- Under the Big 4 Agenda, Kenya hopes to expand the manufacturing sector’s contribution to GDP from the current 8.7 to 15 per cent.
- The growth of Kenya’s manufacturing sector has been hampered by cheap imports from jurisdictions such as China and India which undercut prices.
As discussed previously on this column, the Government of Kenya has earmarked Kenya’s manufacturing sector as being a crucial growth area that has the potential to propel Kenya into the next stage of her developmental agenda. Under the Big 4 Agenda, Kenya hopes to expand the manufacturing sector’s contribution to GDP from the current 8.7 per cent to 15 per cent. In the interest of achieving this ambitious target, the Government of Kenya has sought to introduce tailor made policy measures that spur growth in the manufacturing sector.
Of key interest in relation to the growth strategy employed with respect to Kenya’s manufacturing sector is the sector’s ability to effectively compete in international markets. Traditionally, the growth of Kenya’s manufacturing sector has been hampered by cheap imports from jurisdictions such as China and India which undercut prices set by the domestic manufacturing sector. Historically, high costs of business in Kenya, for instance energy costs and costs of labour, place Kenya at a disadvantage as compared to these jurisdictions.

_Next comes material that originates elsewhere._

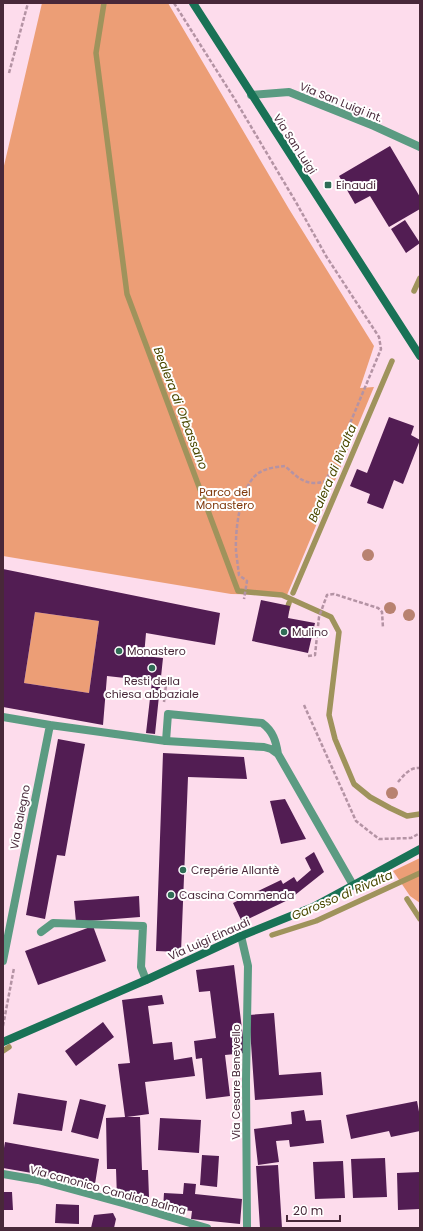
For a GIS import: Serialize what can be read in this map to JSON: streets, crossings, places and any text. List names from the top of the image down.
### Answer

In the interest of enabling the domestic manufacturing sector effectively compete in international markets, various stakeholders, inclusive of the Kenya Association of Manufacturers (KAM) and the Kenya Private Sector Alliance (KEPSA) have sought to collaborate with the Government of Kenya to develop policy and regulatory solutions that are tailored at reducing the cost of doing business in Kenya. Specific proposals include the reduction of transport and logistics costs, the reduction of energy costs and measures targeted at ensuring liquidity of the domestic manufacturing sector through prompt payment for services rendered to the Government of Kenya.
On the transportation and logistics front, private sector players have proposed the reduction of levies and duties imposed by the Government of Kenya with respect to manufactured goods. Specifically, it has been proposed that taxes and duties levied on the importation of manufacturing inputs, such as Railway Development Levies and Import Declaration Fees, be revised downwards with a view to reduce high overheads faced by players in the manufacturing sector. It is argued that a reduction of fees and levies, such as RDL and IDF, imposed on manufactured goods stands to reduce the cost of doing business in Kenya, with respect to the manufacturing sector, thereby enhancing the competitiveness of locally manufactured products in the international market.
Similarly, with respect to energy costs, the Government of Kenya, together with the relevant stakeholders, have embarked on an ambitious strategy to reduce the energy costs evident in Kenya, both from a fuel perspective as well as electricity costs. Should this exercise be completed successfully, Kenyan manufacturers would benefit from reduced transportation and operational costs thereby enabling effective competition in the international market.
Further, the expansion of Kenya’s Double Taxation Treaty networks, which set the taxation parameters applicable in cross-border transactions, together with the conclusion of bilateral trade agreements, sets to ensure that Kenyan manufacturers access international markets.